Journée mondiale de la propriété intellectuelle 2020 – Innover pour un avenir vert

Contribuer à un environnement durable grâce aux indications géographiques : l’exemple du madd de Casamance

Pape-Tahirou Kanouté, agroéconomiste, ETDS, Ziguinchor (Sénégal) et
Michele Evangelista [Lisbon Registry], OMPI

Dans le contexte actuel de crise climatique, la nécessité de préserver l’environnement naturel suscite une attention de plus en plus grande. Les consommateurs, en particulier ceux de la jeune génération, attendent des gouvernements et du secteur privé qu’ils s’engagent à mettre en œuvre des politiques et des stratégies propres à garantir un environnement durable.

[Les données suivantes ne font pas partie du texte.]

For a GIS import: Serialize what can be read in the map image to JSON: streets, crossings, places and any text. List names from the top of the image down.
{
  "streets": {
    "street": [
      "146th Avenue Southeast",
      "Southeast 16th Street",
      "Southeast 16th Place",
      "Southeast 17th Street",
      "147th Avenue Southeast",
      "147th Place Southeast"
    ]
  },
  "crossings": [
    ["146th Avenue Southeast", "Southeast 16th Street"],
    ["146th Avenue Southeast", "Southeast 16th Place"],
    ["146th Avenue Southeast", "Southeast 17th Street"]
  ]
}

À cela s’ajoute que la population mondiale augmente et qu’elle devrait atteindre 9,8milliards de personnes à l’horizon 2050, ce qui ne sera pas sans créer d’importantes difficultés eu égard à la quantité et à la qualité des denrées nécessaires et aux répercussions que l’agriculture et les systèmes de production de produits alimentaires auront sur l’environnement. Les produits de qualité originaires d’une aire géographique donnée qui leur confère des caractères spécifiques et une notoriété particulière sont très prisés et permettent à des millions de producteurs à travers le monde de gagner leur vie. Ceux-ci ont tendance à protéger les marques (en l’occurrence, les noms géographiques) qui désignent ces produits par des indications géographiques.

Le madd (ou Saba senegalensis) est un fruit sauvage qui se présente sous la forme d’une baie protégée par un épicarpe jaune et que l’on trouve principalement dans les forêts et dans certaines savanes du Burkina Faso, du Sénégal, de Guinée, de Guinée-Bissau, du Mali, du Ghana et de Côte d’Ivoire. (Photo: avec l’aimable autorisation de ETDS)

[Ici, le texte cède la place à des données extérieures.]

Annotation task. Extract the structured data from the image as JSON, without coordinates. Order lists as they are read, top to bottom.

Une indication géographique désigne un produit originaire d’un lieu donné. La qualité, la notoriété ou les caractères de ce produit sont intrinsèquement liés à cette origine géographique et s’expliquent essentiellement par celle-ci. Le lien étroit qui unit les produits portant une indication géographique à leur terroir (autrement dit, au lieu dans lequel ils sont produits) incite les producteurs à veiller sur l’intégrité de leurs ressources naturelles. C’est ce qui explique que les bénéficiaires d’indications géographiques de grande renommée telles que Grana Padano, Whisky d’Écosse ou encore Banane du Costa Rica aient adopté des politiques vertes bien avant que les consommateurs et le grand public n’aient commencé à s’interroger sur l’effet des activités des grandes entreprises et des grandes marques sur l’environnement naturel.

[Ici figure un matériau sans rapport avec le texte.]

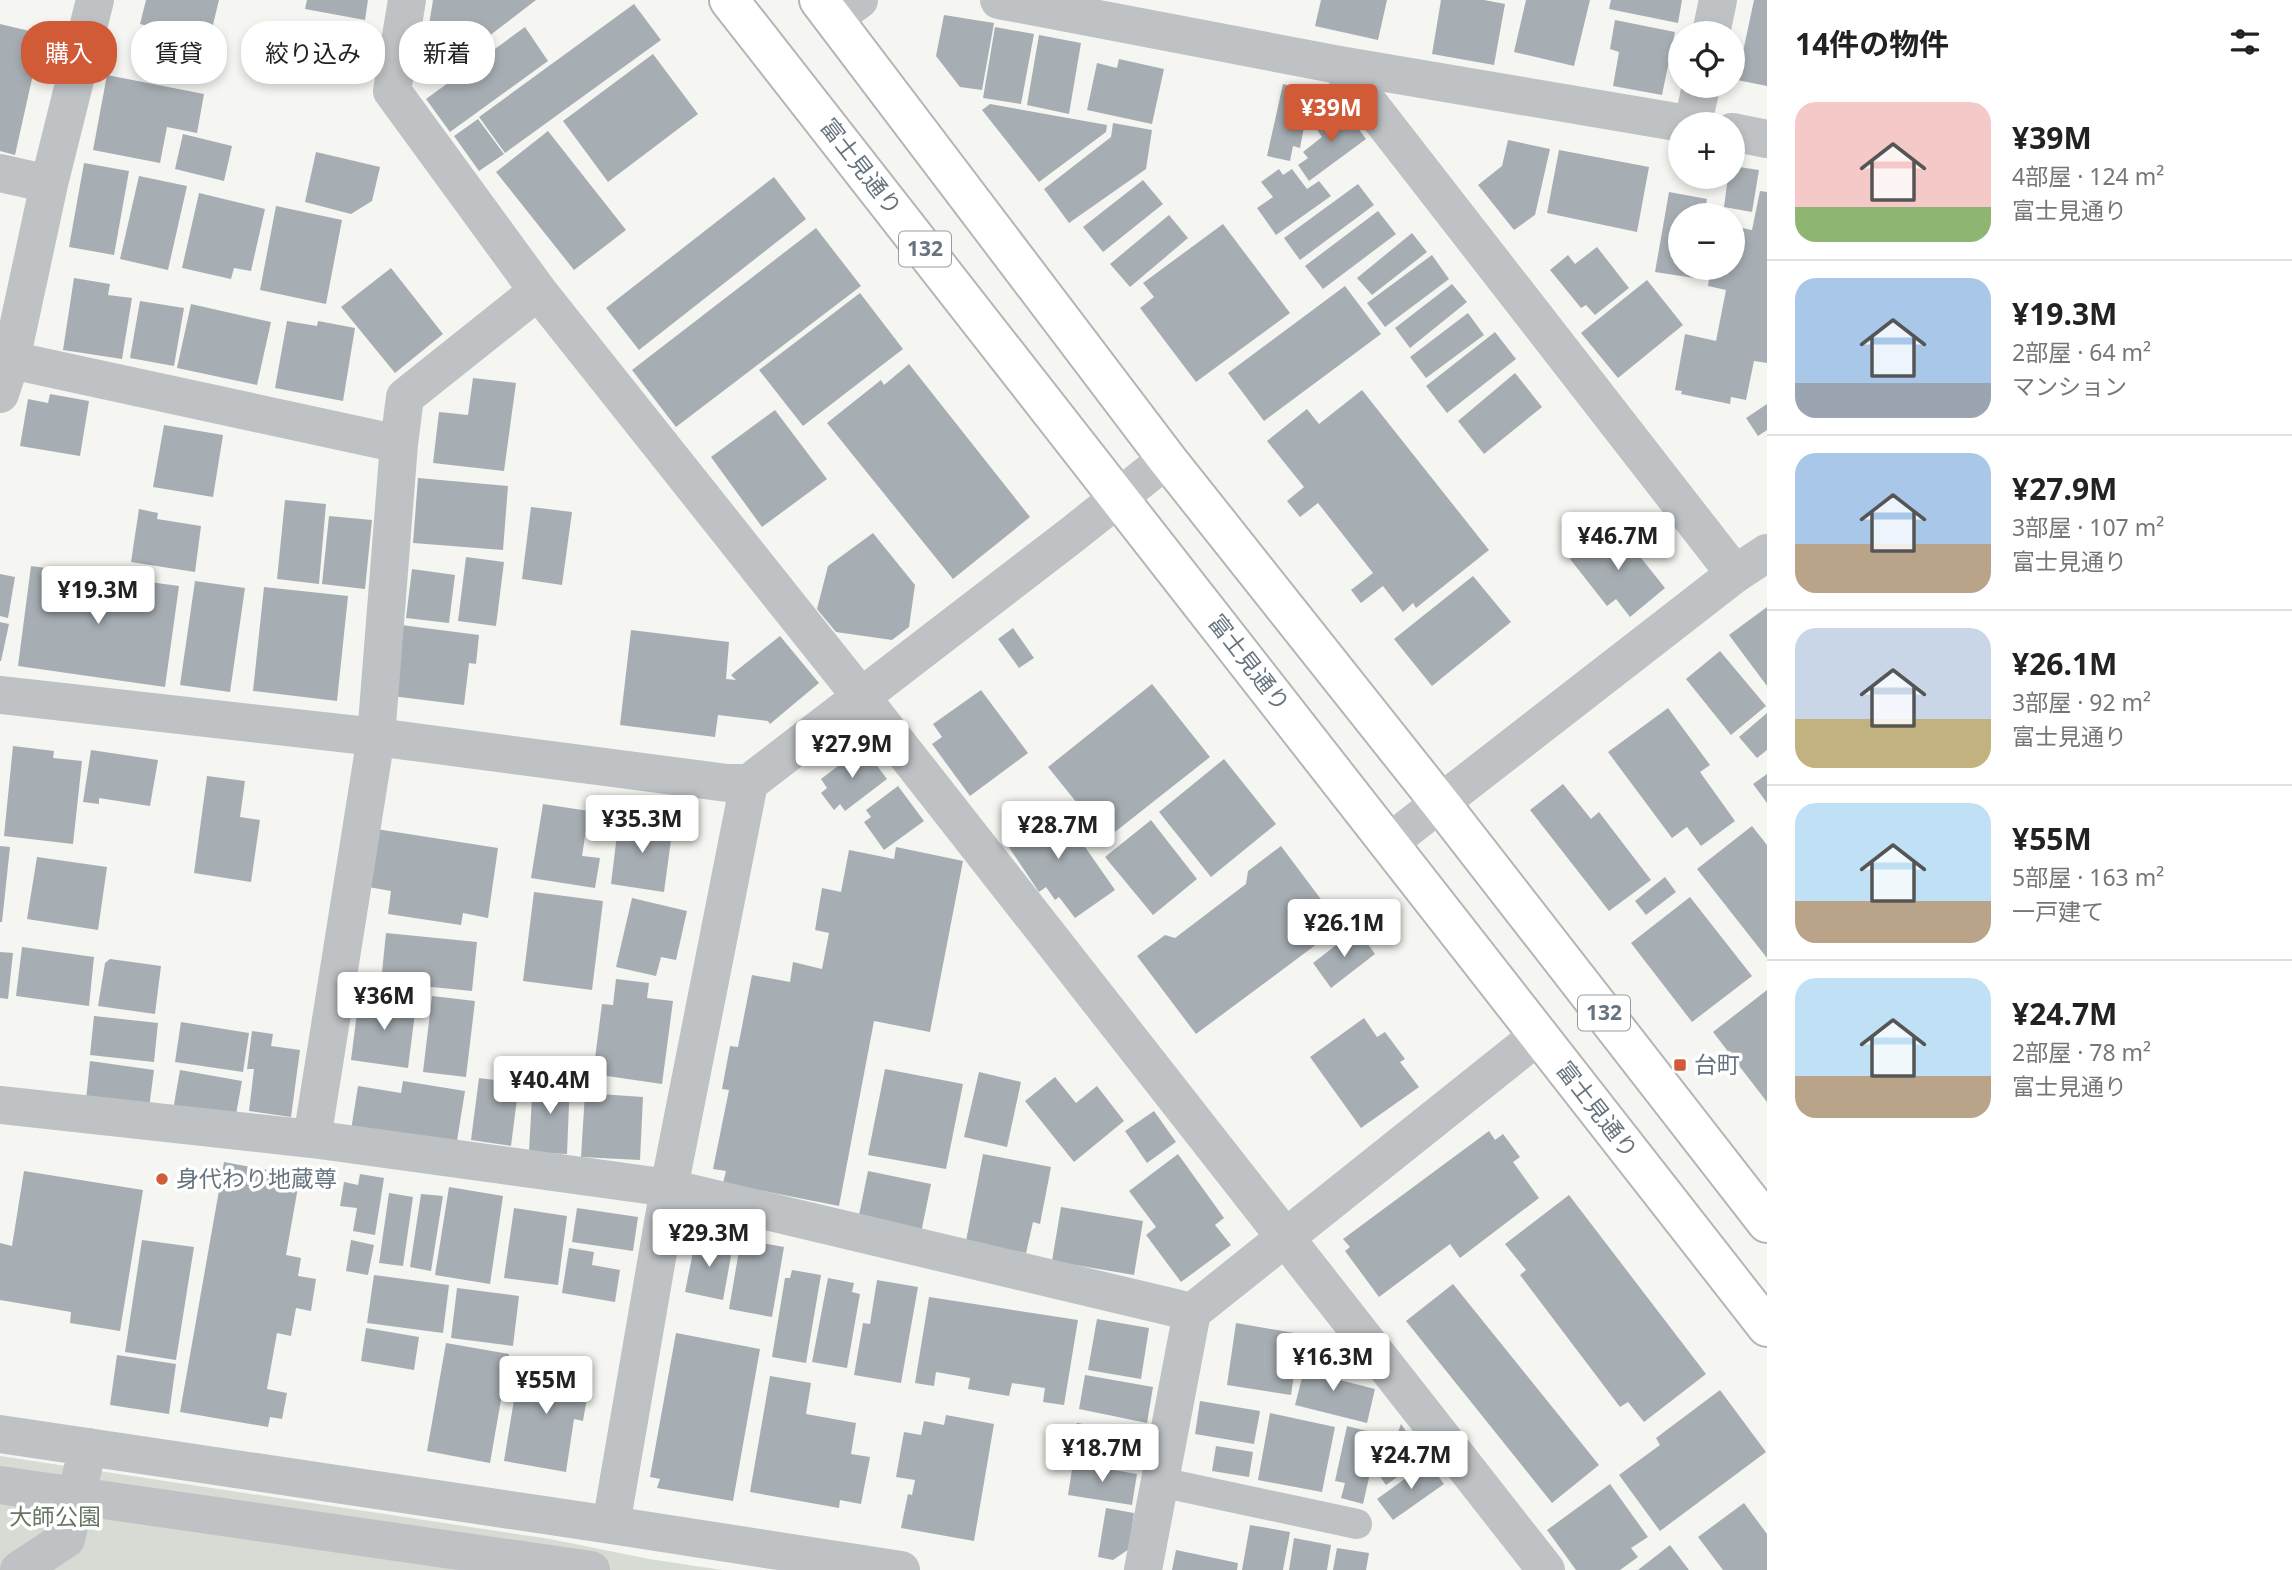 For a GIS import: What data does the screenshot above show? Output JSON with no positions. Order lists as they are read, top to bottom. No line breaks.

Ce souci de l’environnement n’est cependant pas l’apanage des bénéficiaires d’indications géographiques reconnues. Les producteurs qui prétendent faire protéger leurs produits par une indication géographique, comme c’est le cas des producteurs de madd de Casamance, veillent en effet eux aussi à ce que les considérations environnementales fassent partie intégrante de la réglementation qui régit les méthodes de récolte et la production des produits dérivés et des contrôles indépendants en la matière.

Le madd de Casamance

Le madd, qui devient orange quand il est mûr, est ovoïde; il est gorgé de graines enrobées de pulpe. Il a une forte teneur en glucides, ainsi qu’en vitamines A, K et C. (Photo: avec l’aimable autorisation de ETDS)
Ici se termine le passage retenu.